L'effondrement de la société libérale
Publié le 21 Octobre 2017
Une crise du capitalisme se développe depuis 2008. Mais, dès les années 1970, l’économie connaît une baisse de croissance. Surtout, les racines de la crise remontent à l’origine même du capitalisme. Le courant de la critique de la valeur permet de comprendre cette crise. Les catégories du capitalisme analysées par Karl Marx sont le travail abstrait et la valeur, la marchandise et l’argent, résumées dans le concept de "fétichisme de la marchandise". Les instruments d’analyses élaborés par Marx restent pertinents pour comprendre la société actuelle. Ensuite, le désastre écologique semble également lié au productivisme du capitalisme.
Anselm Jappe observe également une crise de civilisation. Le narcissisme et la régression psychique se répandent. La société capitaliste est entraînée dans une logique suicidaire. « Destruction des structures économiques qui assurent la reproduction des membres de la société, destruction des liens sociaux, destruction de la diversité culturelle, des traditions et des langues, destruction des fondements naturels de la vie », décrit Anselm Jappe. Il présente ces nouvelles analyses dans le livre La société autophage.

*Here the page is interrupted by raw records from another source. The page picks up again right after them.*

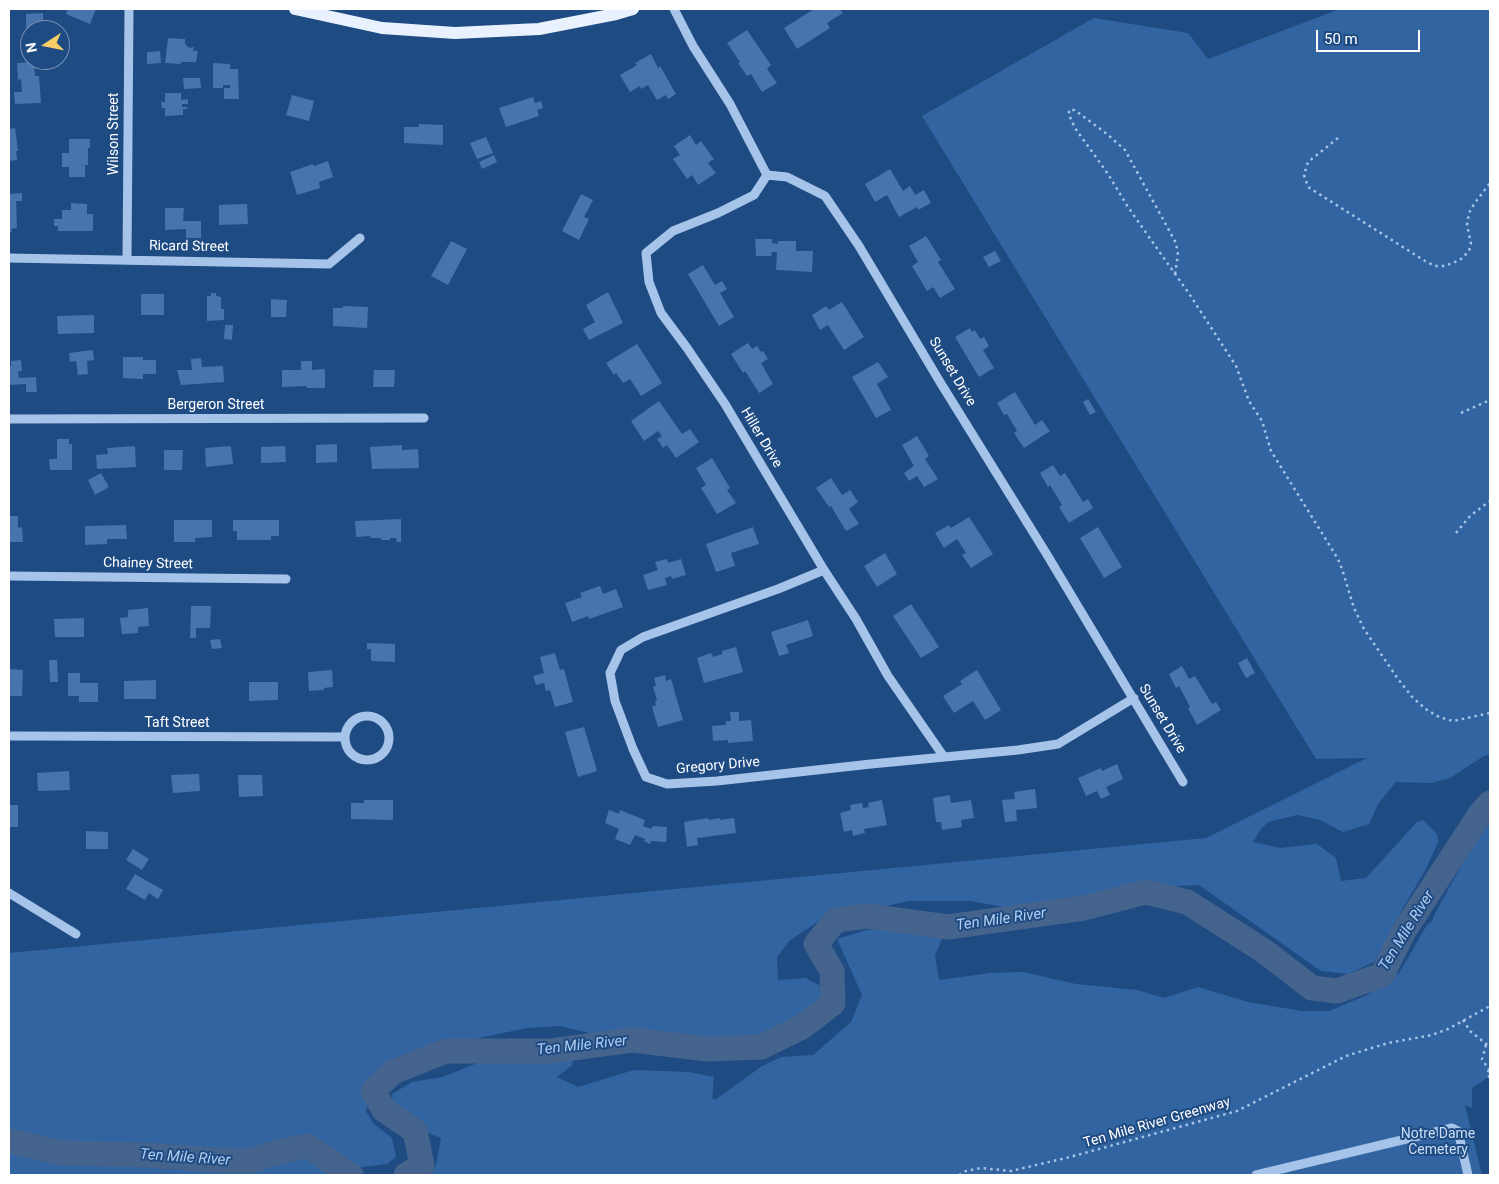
<!DOCTYPE html>
<html>
<head>
<meta charset="utf-8">
<style>
  body { margin:0 }
  #map { position:relative; width:1499px; height:1184px; overflow:hidden; background:#1f4b83; font-family:Roboto,sans-serif }
  canvas { display:block }
  .frame { position:absolute; inset:0; border:10px solid #fff; pointer-events:none }
  .north { position:absolute; left:20px; top:20px; width:50px; height:50px; box-sizing:border-box; background:#1f4b83; border:1px solid #7993b5; border-radius:50%; rotate:259deg; font-size:14px; font-weight:700; line-height:20px; text-align:center; color:#fff }
  .north::after { content:''; display:block; margin:auto; width:18px; height:22px; background:#f8cd65; clip-path:polygon(50% 0,100% 100%,50% 72%,0 100%) }
  .scale { position:absolute; left:1316px; top:30px; width:104px; height:22px; box-sizing:border-box; border:2px solid #fff; border-top:0; padding-left:6px; font-size:15px; line-height:18px; white-space:nowrap; color:#fff; -webkit-text-stroke:4px #1f4b83; paint-order:stroke }
</style>
</head>
<body>
<div id="map">
<canvas width="1499" height="1184"></canvas>
<div class="frame"></div>
<div class="north">N</div>
<div class="scale">50 m</div>
</div>
<script>
const ctx = document.querySelector('canvas').getContext('2d');
ctx.lineJoin = 'round';
function paint(path, color) {
  ctx.fillStyle = color;
  ctx.fill(path, 'evenodd');
}
function poly(rows) {
  const path = new Path2D();
  for (const r of rows) {
    if (r.length === 3) {
      path.moveTo(r[0] + r[2], r[1]);
      path.arc(r[0], r[1], r[2], 0, 2 * Math.PI);
      continue;
    }
    path.moveTo(r[0], r[1]);
    for (let i = 2; i < r.length; i += 2) path.lineTo(r[i], r[i + 1]);
  }
  return path;
}
function trace(path, color, width, dash) {
  ctx.strokeStyle = color;
  ctx.lineWidth = width;
  ctx.lineCap = dash ? 'butt' : 'round';
  ctx.setLineDash(dash || []);
  ctx.stroke(path);
}
function label(font, color, halo, rows, align = 'center') {
  ctx.font = font + ' Roboto,sans-serif';
  ctx.lineWidth = 4;
  ctx.setLineDash([]);
  ctx.textBaseline = 'middle';
  ctx.strokeStyle = halo;
  ctx.fillStyle = color;
  for (const [text, x, y, turn = 0] of rows) {
    ctx.save();
    ctx.translate(x, y);
    ctx.rotate((+turn || 0) * Math.PI / 180);
    ctx.textAlign = isNaN(turn) ? turn : align;
    if (halo) ctx.strokeText(text, 0, 0);
    ctx.fillText(text, 0, 0);
    ctx.restore();
  }
}
const green = poly([
  [1340,9,1490,9,1490,754,1484,756,1450,778,1431,783,1396,782,1378,804,1369,824,1343,832,1320,820,1297,815,1268,822,1260,830,1253,842,1280,848,1317,844,1336,858,1341,881,1366,878,1417,822,1423,820,1437,834,1438,842,1426,869,1400,913,1393,931,1374,962,1348,974,1321,971,1199,885,1122,889,1025,911,971,901,909,901,819,921,789,941,777,957,778,980,805,978,825,988,829,994,819,1015,795,1030,765,1038,646,1038,593,1034,560,1026,527,1028,460,1042,442,1058,384,1072,372,1085,366,1111,374,1124,392,1138,396,1157,387,1164,361,1167,334,1150,326,1149,315,1154,321,1169,332,1175,9,1175,9,953,1206,838,1367,758,1316,759,922,116,1094,18,1188,33,1208,59],
  [1490,814,1490,1076,1472,1088,1472,1108,1465,1105,1482,1175,430,1175,436,1165,441,1138,394,1120,392,1094,412,1082,443,1077,487,1059,558,1048,573,1060,572,1065,557,1077,578,1087,634,1070,689,1072,714,1077,712,1098,715,1100,762,1066,781,1057,813,1055,851,1022,862,995,837,939,867,930,922,929,945,932,935,955,939,980,990,973,1023,972,1076,984,1137,990,1164,998,1198,987,1248,1002,1302,1011,1329,1011,1367,995,1399,973,1427,925,1433,920,1433,917]
]);
const river = poly([
  [9,1141,62,1153,145,1155,216,1160,250,1161,282,1151,308,1146,351,1175],
  [406,1175,422,1165,415,1131,384,1110,373,1091,393,1072,446,1051,551,1051,632,1040,708,1049,761,1047,802,1027,833,1003,832,971,816,944,836,920,867,916,948,927,1084,908,1146,892,1187,902,1264,951,1312,988,1337,991,1382,975,1404,931,1480,814,1490,803]
]);
const building = poly([
  [68,9,96,9,90,24,66,14],
  [814,9,840,9,843,13,827,23,830,28,797,49,784,28],
  [43,13,44,28,26,29,26,14],
  [747,30,771,65,767,69,777,83,762,92,751,74,747,76,738,63,740,62,727,43],
  [168,38,185,39,185,43,187,46,190,48,194,47,193,51,198,51,196,62,181,62,181,64,165,63],
  [160,51,161,63,147,64,147,52],
  [651,54,658,68,660,66,676,94,668,99,666,95,657,100,648,85,641,89,640,86,630,92,620,75,637,65,635,63],
  [34,62,35,76,39,76,41,103,15,104,14,92,22,92,21,79,18,80,17,63],
  [213,63,230,64,230,69,238,69,239,99,224,99,224,88,230,88,230,85,223,85,223,88,213,88],
  [183,78,200,78,201,88,184,89],
  [165,93,181,93,181,100,188,99,188,104,182,104,182,107,187,107,187,109,183,109,183,115,165,116,165,108,162,108,161,102,165,102],
  [292,95,314,101,309,121,286,115],
  [533,97,535,103,541,101,543,108,537,110,539,116,506,127,499,108],
  [419,124,443,125,443,145,404,143,404,127,419,127],
  [15,128,18,151,16,151,17,160,9,161,9,129],
  [690,135,696,145,701,141,714,159,708,163,716,173,698,185,692,175,687,179,673,159,680,155,674,146],
  [486,137,493,153,477,159,470,143],
  [69,139,90,139,90,148,88,148,88,165,85,165,85,177,69,177,69,167,62,167,62,153,69,153],
  [494,155,497,162,482,169,479,162],
  [328,161,333,177,319,182,320,188,297,195,290,172,313,164,314,166],
  [890,169,903,191,910,186,915,195,924,190,931,203,918,210,917,207,899,217,887,195,875,202,865,184],
  [22,193,22,201,16,201,17,228,11,229,12,232,9,232,9,194],
  [581,194,593,200,584,217,589,219,579,240,562,231],
  [71,203,87,204,87,214,93,214,93,231,58,231,58,226,54,226,54,219,62,219,62,210,71,210],
  [247,204,248,224,219,225,219,205],
  [165,208,184,208,183,221,201,221,201,238,186,238,186,229,165,230],
  [926,236,941,260,938,262,955,289,940,298,933,287,927,291,912,266,918,262,909,246],
  [755,239,772,239,772,243,778,244,778,241,796,241,796,251,813,251,812,272,776,270,777,252,772,252,771,256,756,256],
  [451,241,467,249,448,285,431,276],
  [995,251,1001,261,989,267,983,257],
  [703,265,715,285,722,281,727,289,720,293,734,317,719,326,688,274],
  [608,292,623,323,589,340,583,329,595,322,586,305],
  [211,293,216,293,216,296,221,297,221,309,224,309,224,320,207,321,207,296,211,296],
  [141,294,164,294,164,315,141,315],
  [271,299,287,300,286,317,271,317],
  [842,302,864,337,844,350,828,325,820,330,812,315,826,306,829,310],
  [343,306,368,307,367,328,333,326,333,308,343,308],
  [94,315,94,333,58,334,57,316],
  [225,325,233,325,232,340,224,339],
  [970,328,972,332,975,330,980,339,984,337,989,346,983,350,994,368,979,377,955,337],
  [748,343,752,349,757,346,761,352,763,351,768,359,761,363,773,384,759,393,745,371,743,373,731,354],
  [637,344,662,383,641,396,630,379,623,383,616,373,614,375,606,363],
  [93,350,94,360,87,361,88,374,78,375,76,361,70,362,69,353],
  [123,357,143,357,143,360,156,360,156,374,143,374,143,379,123,378],
  [201,358,202,367,223,366,224,382,181,385,177,370,192,370,191,359],
  [21,360,22,371,18,371,19,378,36,377,37,392,26,392,26,384,9,385,9,366,11,366,11,361],
  [301,361,312,361,312,370,325,369,325,388,307,388,306,386,282,387,282,370,301,370],
  [878,362,888,377,877,384,891,410,876,418,852,377],
  [374,370,395,370,394,387,373,387],
  [1015,392,1035,425,1042,420,1050,431,1024,448,1014,433,1017,431,1007,414,1004,415,997,403],
  [1088,399,1096,412,1090,415,1083,402],
  [659,401,682,434,690,429,699,442,676,458,667,445,663,448,657,439,662,436,658,431,644,441,631,421],
  [917,436,929,456,925,459,938,479,924,487,917,476,909,481,904,473,914,466,902,445],
  [57,439,69,439,69,444,72,444,72,470,50,470,49,459,57,459],
  [337,444,337,462,316,463,316,445],
  [402,445,402,450,418,449,419,468,372,469,370,447],
  [135,446,136,467,97,469,96,455,108,454,107,448],
  [231,446,233,464,206,467,205,448],
  [285,446,286,462,261,463,261,447],
  [164,450,183,450,182,470,164,470],
  [712,458,730,488,727,490,736,503,717,514,701,488,706,485,696,468],
  [1053,465,1060,476,1065,473,1083,502,1088,499,1093,508,1069,523,1059,507,1062,505,1050,485,1048,487,1040,473],
  [101,473,109,487,95,495,88,480],
  [831,478,842,495,850,490,858,502,849,509,859,524,846,531,831,506,829,507,816,488],
  [9,516,18,516,18,528,22,527,23,542,9,542],
  [969,517,993,554,971,568,962,555,966,553,957,539,944,548,935,533,949,525,951,528],
  [401,519,401,542,397,542,396,538,390,538,390,540,381,540,381,538,371,538,370,536,356,537,355,521],
  [174,520,212,520,212,537,195,538,195,542,174,542],
  [233,520,279,520,279,536,271,536,271,540,237,540,237,531,233,531],
  [126,525,127,539,107,539,107,544,85,545,85,526],
  [753,527,759,544,731,553,735,566,716,572,706,544],
  [1098,527,1122,567,1104,578,1080,538],
  [885,553,897,574,877,587,864,566],
  [667,559,668,563,681,559,686,575,672,579,671,576,665,578,667,585,648,590,643,575,658,570,655,562],
  [600,586,603,594,616,589,623,607,589,619,588,616,572,622,565,603,582,597,580,593],
  [911,604,939,647,921,658,893,616],
  [191,606,211,606,210,628,196,628,196,638,190,638],
  [148,608,149,626,138,627,138,633,122,634,120,618,128,617,128,610],
  [84,618,84,637,55,637,54,619],
  [808,620,813,636,786,645,789,653,779,656,771,632],
  [220,639,222,648,212,649,210,640],
  [367,643,395,644,395,662,371,661,371,649,367,649],
  [736,647,743,672,704,683,697,658,711,653,713,657,722,654,722,651],
  [555,653,560,670,564,669,573,702,555,707,550,690,546,691,544,683,536,685,533,676,544,673,540,657],
  [1247,658,1255,673,1246,678,1238,663],
  [49,660,57,660,58,682,50,682],
  [1182,666,1189,679,1195,676,1212,704,1216,702,1221,710,1197,725,1188,708,1190,707,1179,686,1176,688,1169,674],
  [9,669,23,670,22,696,9,696],
  [332,670,333,687,324,688,324,690,309,691,308,672],
  [977,670,1001,710,985,720,973,701,954,713,943,696,962,684,960,681],
  [68,673,80,673,80,683,98,683,98,702,79,702,79,696,68,696],
  [665,675,666,681,671,679,683,720,658,727,652,707,656,705,655,701,657,700,653,687,656,686,654,678],
  [156,680,156,699,124,699,124,681],
  [249,682,278,682,278,700,249,701],
  [730,712,739,712,739,721,751,720,753,741,728,743,728,740,713,741,712,726,726,725,726,721,731,721],
  [584,727,597,771,578,777,565,732],
  [1117,764,1123,779,1106,787,1110,795,1101,799,1097,791,1086,796,1078,778,1101,768,1102,771],
  [69,771,70,790,38,791,37,773],
  [199,774,200,791,173,793,171,775],
  [238,775,262,775,263,796,239,797],
  [1035,789,1037,808,1016,810,1017,821,1005,822,1002,800,1015,799,1014,792],
  [950,795,951,803,971,800,974,818,961,820,962,827,942,830,941,822,936,822,933,798],
  [364,800,393,800,393,820,351,819,351,803,364,803],
  [882,800,887,825,864,829,865,833,853,836,852,830,844,832,840,813,851,810,850,805,862,803,863,808,869,807,868,803],
  [9,805,18,805,18,827,9,827],
  [609,810,619,814,620,810,645,820,643,826,651,829,653,826,667,827,666,842,651,841,650,844,644,841,645,839,635,835,630,845,615,839,619,829,605,823],
  [708,818,709,820,720,818,720,820,734,818,736,833,697,838,698,845,687,847,684,822],
  [86,831,108,832,108,849,86,849],
  [133,849,149,859,142,870,126,860],
  [135,874,163,890,158,899,149,893,145,900,126,889]
]);
const path = poly([
  [1338,138,1308,162,1304,175,1308,187,1425,261,1435,266,1444,266,1453,263,1461,259,1469,251,1471,244,1467,225,1469,213,1474,204,1490,183],
  [1175,274,1178,255,1176,243,1125,150,1107,134,1080,114,1074,110,1069,110,1069,115,1075,128,1108,174,1128,207,1168,264,1188,292,1236,366,1249,401,1262,421,1271,451,1338,559,1342,569,1354,608,1364,629,1398,679,1413,698,1427,710,1439,717,1453,721,1490,713],
  [1461,413,1490,400],
  [1456,533,1470,516,1490,501],
  [1463,1020,1470,1031,1490,1047],
  [1486,1045,1482,1059,1489,1070],
  [1489,1070,1487,1074,1490,1078],
  [959,1175,966,1171,981,1168,1011,1171,1070,1157,1237,1111,1346,1056,1388,1043,1432,1035,1448,1029,1490,1006]
]);
const minor = poly([
  [674,9,693,46,730,104,767,175,787,177,825,196,859,246,940,382,1046,553,1183,782],
  [767,175,754,195,718,213,673,231,646,253,649,282,661,313,687,348,725,404,824,570,856,619,888,676,944,757],
  [9,258,329,264,360,238],
  [127,260,129,9],
  [9,419,424,418],
  [824,570,778,589,643,637,621,650,610,673,615,701,633,749,646,777,667,784,717,781,871,764,1018,750,1058,744,1134,698],
  [9,576,286,579],
  [367,738,22],
  [9,736,345,737],
  [9,893,76,934],
  [1256,1175,1452,1128,1458,1131,1468,1175]
]);
const major = poly([
  [295,9,382,28,455,33,539,29,616,14,633,9]
]);
const streetNames = [
  ["Wilson Street",114,134,-90],
  ["Ricard Street",189,247,1],
  ["Sunset Drive",952,372,59],
  ["Bergeron Street",216,405],
  ["Hiller Drive",761,438,59],
  ["Chainey Street",148,564,1],
  ["Sunset Drive",1162,719,59],
  ["Taft Street",177,723],
  ["Gregory Drive",718,766,-5],
  ["Ten Mile River Greenway",1157,1123,-16]
];
const parkNames = [
  ["Notre Dame",1438,1134],
  ["Cemetery",1438,1150]
];
const waterNames = [
  ["Ten Mile River",1001,920,-8],
  ["Ten Mile River",1407,931,-58],
  ["Ten Mile River",582,1046,-6],
  ["Ten Mile River",185,1158,4]
];
paint(green, '#3264a1');
trace(river, '#44648d', 25);
paint(building, '#4774ac');
trace(path, '#a6c4e9', 2.5, [2.5, 4]);
trace(minor, '#a6c4e9', 9);
trace(major, '#e9f1fe', 12);
label('14px', '#fff', '#1f4b83', streetNames);
label('14px', '#cadef7', '#1f4b83', parkNames);
label('italic 15px', '#b1cef1', '#1f4b83', waterNames);
</script>
</body>
</html>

Les organisations du mouvement ouvrier demandent une meilleure répartition des fruits de ce monde. Au contraire, la critique de la valeur remet en cause le mode de production même. L’argent devient la seule finalité de la production selon un cycle absurde. Cette croissance matérielle consomme les ressources naturelles et finit par dévorer le monde réel. La valeur devient illimitée. La croissance de l’argent et de la valeur repose sur une croissance du travail exécuté. Cette logique marchande ne se réduit pas à l’économie mais s’étend sur tous les aspects de la vie (culturels, sociaux, religieux, symboliques).
Le terme de narcissisme, issu de la psychanalyse, se banalise. De nombreux livres évoquent le « pervers narcissique » et ses effets sur la vie de couple et les relations de travail. Le narcissisme renvoie à une auto-affirmation excessive proche de l’égoïsme qui débouche vers la manipulation et le harcèlement. Dans l’usage populaire, le narcissisme évoque une auto-admiration permanente et superficielle. Freud explique le narcissisme par une orientation de la libido vers le moi ou vers des objets. D’autres psychanalystes estiment que le narcissisme est lié à la perte de l’estime de soi durant l’enfance. Ce concept renvoie donc à des contextes théoriques et à des significations très diverses.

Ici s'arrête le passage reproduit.